Mel's Healing Pilgrimage 2016

Links to the Camino de Santiago pilgrimages are on the navigation links to the right of the web page.


Friday, September 30, 2016

Different, Yet the Same

Now that I'm in Sarria, I've spent a day dining and traveling to our Camino starting point with the All Saints Pasadena Transformational Journeys group. It's my first time leading a pilgrimage group rather than walking the Camino independently. I've had an inkling that it would feel different than my other Caminos and it's true, it does. 


To a point.



I'm preoccupied with the itineraries and luggage needs of others. I'm making sure their concerns are allayed and that we minimize situations where a member of the flock wanders away. And instead of my own personal prayer sessions, I'm inviting us all into my ritual of morning and afternoon prayer, going from an informal conversation with God to one based on the Morning Office of the Book of Common Prayer.

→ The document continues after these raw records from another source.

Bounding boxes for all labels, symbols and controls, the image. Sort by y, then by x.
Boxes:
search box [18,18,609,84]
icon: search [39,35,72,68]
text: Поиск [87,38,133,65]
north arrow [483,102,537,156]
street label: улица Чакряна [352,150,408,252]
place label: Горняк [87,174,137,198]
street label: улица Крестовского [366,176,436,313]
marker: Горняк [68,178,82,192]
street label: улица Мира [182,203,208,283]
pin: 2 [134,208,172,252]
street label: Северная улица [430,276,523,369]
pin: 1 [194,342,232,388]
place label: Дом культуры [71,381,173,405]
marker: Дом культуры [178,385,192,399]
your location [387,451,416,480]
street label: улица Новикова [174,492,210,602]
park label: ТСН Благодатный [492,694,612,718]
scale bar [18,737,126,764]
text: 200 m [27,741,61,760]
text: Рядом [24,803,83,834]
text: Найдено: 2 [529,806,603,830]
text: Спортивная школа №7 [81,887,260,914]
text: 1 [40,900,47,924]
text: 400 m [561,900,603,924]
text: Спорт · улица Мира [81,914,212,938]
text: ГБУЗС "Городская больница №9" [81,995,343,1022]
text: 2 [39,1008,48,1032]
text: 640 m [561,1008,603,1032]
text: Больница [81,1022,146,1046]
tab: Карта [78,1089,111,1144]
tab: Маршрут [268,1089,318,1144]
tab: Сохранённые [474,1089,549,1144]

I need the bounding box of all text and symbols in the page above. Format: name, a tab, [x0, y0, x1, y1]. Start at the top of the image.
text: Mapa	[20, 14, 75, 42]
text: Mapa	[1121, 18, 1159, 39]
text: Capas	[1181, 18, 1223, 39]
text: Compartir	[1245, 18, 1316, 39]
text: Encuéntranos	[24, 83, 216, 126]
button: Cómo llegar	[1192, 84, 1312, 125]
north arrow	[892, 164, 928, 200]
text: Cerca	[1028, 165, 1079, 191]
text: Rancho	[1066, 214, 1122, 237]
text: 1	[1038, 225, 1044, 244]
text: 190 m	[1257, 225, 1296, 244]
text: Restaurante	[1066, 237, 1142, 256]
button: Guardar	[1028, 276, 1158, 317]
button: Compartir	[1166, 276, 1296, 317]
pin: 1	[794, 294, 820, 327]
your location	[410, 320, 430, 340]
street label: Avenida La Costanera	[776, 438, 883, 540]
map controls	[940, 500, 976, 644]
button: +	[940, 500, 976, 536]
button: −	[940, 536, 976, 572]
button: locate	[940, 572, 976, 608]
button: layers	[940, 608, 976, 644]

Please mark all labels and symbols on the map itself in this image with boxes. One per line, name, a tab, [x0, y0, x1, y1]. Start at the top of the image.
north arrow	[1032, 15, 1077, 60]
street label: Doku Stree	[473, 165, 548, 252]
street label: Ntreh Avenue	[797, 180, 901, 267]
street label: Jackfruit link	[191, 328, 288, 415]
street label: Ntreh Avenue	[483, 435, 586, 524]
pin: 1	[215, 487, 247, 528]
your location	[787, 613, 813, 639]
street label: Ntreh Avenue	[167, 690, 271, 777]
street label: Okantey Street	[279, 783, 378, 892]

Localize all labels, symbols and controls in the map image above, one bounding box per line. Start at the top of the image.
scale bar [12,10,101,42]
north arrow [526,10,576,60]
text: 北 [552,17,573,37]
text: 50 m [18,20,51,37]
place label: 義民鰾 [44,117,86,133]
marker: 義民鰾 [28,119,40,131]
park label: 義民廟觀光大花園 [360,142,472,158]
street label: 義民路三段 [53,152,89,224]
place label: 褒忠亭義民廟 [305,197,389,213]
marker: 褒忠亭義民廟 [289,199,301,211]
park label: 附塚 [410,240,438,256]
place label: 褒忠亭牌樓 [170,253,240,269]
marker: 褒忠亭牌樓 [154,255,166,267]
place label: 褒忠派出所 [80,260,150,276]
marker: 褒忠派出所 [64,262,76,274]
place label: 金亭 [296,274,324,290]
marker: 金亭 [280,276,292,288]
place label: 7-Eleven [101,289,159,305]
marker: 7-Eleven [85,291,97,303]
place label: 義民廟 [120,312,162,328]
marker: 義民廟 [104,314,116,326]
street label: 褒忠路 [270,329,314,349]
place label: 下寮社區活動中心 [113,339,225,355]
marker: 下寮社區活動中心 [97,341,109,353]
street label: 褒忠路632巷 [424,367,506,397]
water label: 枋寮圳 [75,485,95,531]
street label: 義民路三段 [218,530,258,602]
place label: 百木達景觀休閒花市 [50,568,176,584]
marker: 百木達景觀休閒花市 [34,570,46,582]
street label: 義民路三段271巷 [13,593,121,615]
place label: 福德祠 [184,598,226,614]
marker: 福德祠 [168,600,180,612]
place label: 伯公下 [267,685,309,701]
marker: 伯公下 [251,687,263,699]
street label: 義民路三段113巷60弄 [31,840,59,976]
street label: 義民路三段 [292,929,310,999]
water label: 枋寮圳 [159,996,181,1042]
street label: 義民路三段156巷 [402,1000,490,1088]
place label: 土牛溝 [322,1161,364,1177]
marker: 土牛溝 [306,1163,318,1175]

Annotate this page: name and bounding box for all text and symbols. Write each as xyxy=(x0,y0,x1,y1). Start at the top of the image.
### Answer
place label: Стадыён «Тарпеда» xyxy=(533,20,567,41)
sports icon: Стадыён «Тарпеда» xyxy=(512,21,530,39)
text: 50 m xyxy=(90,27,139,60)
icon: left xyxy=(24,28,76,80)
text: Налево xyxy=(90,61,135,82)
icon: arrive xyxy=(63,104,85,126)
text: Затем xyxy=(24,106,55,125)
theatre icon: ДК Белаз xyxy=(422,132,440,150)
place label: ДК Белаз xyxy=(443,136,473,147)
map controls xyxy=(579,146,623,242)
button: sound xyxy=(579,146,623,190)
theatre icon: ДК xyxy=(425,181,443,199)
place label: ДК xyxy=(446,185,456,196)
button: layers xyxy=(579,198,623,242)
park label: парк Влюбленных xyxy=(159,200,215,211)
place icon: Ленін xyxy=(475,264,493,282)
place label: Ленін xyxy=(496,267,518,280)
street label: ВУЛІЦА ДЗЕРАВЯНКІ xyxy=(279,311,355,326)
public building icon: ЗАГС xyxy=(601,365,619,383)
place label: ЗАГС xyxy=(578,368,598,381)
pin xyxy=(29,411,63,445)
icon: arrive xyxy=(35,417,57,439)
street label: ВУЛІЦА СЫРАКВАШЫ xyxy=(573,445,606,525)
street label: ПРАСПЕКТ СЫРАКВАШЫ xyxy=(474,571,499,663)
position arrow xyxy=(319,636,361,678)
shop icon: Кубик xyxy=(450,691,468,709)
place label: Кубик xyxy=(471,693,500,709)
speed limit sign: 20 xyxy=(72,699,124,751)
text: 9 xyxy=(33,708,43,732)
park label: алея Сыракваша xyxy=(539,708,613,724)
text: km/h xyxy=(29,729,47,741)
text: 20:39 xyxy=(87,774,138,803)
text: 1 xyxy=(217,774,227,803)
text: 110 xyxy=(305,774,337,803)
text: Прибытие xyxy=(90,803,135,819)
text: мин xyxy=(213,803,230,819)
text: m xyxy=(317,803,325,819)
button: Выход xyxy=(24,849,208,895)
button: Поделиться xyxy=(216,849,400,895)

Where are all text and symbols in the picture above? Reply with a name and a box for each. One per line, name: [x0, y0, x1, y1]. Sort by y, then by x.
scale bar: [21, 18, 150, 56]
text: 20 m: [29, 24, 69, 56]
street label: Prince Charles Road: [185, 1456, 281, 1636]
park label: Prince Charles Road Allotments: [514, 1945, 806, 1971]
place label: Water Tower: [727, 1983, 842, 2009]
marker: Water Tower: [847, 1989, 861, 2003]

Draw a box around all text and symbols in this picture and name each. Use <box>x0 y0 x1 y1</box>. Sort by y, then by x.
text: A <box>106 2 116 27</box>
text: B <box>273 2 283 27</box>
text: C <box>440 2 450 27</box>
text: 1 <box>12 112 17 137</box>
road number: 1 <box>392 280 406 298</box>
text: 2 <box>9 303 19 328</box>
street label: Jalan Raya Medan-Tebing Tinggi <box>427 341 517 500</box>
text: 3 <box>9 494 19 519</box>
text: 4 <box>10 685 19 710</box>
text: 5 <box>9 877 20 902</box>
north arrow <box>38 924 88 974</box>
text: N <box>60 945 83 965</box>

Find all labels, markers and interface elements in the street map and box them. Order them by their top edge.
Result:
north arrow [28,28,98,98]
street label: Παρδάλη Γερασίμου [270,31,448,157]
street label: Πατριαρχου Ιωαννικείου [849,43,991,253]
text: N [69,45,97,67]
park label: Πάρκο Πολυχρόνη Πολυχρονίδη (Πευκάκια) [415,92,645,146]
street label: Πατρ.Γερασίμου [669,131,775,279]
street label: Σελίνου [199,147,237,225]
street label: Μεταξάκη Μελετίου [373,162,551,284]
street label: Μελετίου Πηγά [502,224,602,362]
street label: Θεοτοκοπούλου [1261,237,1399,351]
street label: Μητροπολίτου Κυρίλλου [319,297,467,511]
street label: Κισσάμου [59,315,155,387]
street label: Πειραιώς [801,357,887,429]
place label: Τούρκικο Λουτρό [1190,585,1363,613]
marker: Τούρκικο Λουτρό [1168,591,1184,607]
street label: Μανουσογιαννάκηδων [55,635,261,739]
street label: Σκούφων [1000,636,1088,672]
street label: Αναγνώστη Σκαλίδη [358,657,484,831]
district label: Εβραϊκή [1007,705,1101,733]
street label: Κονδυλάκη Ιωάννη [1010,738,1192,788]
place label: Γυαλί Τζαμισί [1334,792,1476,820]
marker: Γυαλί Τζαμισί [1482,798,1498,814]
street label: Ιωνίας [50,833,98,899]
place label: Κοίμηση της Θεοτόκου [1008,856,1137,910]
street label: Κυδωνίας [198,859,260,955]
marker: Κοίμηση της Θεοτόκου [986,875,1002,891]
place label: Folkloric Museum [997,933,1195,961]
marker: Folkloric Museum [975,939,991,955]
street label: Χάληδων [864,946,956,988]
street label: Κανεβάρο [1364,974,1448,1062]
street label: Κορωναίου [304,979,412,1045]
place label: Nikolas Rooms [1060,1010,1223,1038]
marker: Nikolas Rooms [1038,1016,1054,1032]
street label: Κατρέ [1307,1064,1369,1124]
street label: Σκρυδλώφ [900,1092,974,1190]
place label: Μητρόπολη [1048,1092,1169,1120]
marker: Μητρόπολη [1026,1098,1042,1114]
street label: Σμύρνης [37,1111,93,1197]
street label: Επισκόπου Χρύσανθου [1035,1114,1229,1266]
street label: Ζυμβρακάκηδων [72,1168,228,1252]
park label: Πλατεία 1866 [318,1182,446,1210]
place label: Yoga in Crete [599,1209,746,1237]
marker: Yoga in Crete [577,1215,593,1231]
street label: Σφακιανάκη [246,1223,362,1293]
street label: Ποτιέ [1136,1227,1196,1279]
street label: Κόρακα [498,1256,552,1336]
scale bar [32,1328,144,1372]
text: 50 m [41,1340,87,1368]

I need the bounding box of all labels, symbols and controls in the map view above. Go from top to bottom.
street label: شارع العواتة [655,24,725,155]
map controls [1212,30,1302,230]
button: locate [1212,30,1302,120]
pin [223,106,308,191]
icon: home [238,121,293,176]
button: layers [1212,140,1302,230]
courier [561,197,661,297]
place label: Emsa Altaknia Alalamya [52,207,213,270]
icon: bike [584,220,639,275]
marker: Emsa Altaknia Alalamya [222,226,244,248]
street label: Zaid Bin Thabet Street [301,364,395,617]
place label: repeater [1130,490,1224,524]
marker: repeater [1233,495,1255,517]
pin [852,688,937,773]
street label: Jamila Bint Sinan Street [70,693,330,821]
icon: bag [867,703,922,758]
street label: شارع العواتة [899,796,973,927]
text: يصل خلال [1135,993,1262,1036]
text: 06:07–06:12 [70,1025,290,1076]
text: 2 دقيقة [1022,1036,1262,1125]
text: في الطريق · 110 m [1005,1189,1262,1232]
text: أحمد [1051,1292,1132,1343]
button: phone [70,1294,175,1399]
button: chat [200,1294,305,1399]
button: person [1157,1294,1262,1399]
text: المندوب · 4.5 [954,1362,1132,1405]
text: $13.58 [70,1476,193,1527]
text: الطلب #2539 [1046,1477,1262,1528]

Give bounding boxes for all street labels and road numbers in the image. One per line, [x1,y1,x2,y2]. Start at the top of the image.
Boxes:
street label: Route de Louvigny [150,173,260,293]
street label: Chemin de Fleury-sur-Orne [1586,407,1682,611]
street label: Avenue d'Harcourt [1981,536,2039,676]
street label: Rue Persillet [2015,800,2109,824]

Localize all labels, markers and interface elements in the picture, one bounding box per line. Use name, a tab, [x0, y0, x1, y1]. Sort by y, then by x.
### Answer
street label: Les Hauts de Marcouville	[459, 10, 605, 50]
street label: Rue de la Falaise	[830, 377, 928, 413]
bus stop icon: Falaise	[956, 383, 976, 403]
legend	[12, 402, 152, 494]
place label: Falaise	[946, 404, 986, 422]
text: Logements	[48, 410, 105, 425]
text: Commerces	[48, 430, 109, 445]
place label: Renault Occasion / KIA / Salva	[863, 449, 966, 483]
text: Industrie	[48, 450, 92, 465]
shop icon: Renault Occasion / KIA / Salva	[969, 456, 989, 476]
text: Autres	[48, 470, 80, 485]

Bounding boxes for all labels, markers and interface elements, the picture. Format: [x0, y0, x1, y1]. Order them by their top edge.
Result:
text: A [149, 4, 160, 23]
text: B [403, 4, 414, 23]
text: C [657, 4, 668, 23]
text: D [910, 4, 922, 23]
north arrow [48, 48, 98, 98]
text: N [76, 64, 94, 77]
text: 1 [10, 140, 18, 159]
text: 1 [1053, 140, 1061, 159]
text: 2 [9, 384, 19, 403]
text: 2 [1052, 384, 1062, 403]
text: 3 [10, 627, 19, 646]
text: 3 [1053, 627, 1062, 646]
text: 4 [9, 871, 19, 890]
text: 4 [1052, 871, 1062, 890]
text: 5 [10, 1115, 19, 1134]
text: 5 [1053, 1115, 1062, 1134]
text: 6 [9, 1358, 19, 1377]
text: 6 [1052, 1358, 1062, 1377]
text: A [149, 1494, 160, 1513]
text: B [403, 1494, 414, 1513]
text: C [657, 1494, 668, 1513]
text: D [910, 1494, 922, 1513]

We didn't start those prayers Thursday or Friday. I figured we would do so on days we walked, the other days focused on jet lag, eating, and worldly needs. Three of us had dinner in Madrid Thursday night and our first group meal was here in Sarria for lunch. We attended the evening mass and blessing at Santa MariƱa, the large church at the top of the stairs in Sarria, and then proceeded to beer, wine, tortillas (egg omelet), and cheese for a light dinner.




The differences:
• checking us as a group into an hostal (inn) and paying for it

Uhhh, in truth that's it.




The similarities:
• great laughs while simultaneously eating and sharing personal stories of our lives, loves, and Journey
• chatting with random pilgrims 
• wandering and seeking of beauty and the new
• discovering that Spanish mass is the same yet different
• sensing rain and cold and yet valuing the present company and relationships
• laughing at our encounters with languages
• pointing out landmarks and buildings to each other
• walking separately and yet together




I'm excited about what will happen in the next few hours as we breakfast, do morning prayers, and commence our walk. I can't make someone's Camino the spiritual journey of their lifetime. That's up to them and the Holy Spirit. But I can be there to assist.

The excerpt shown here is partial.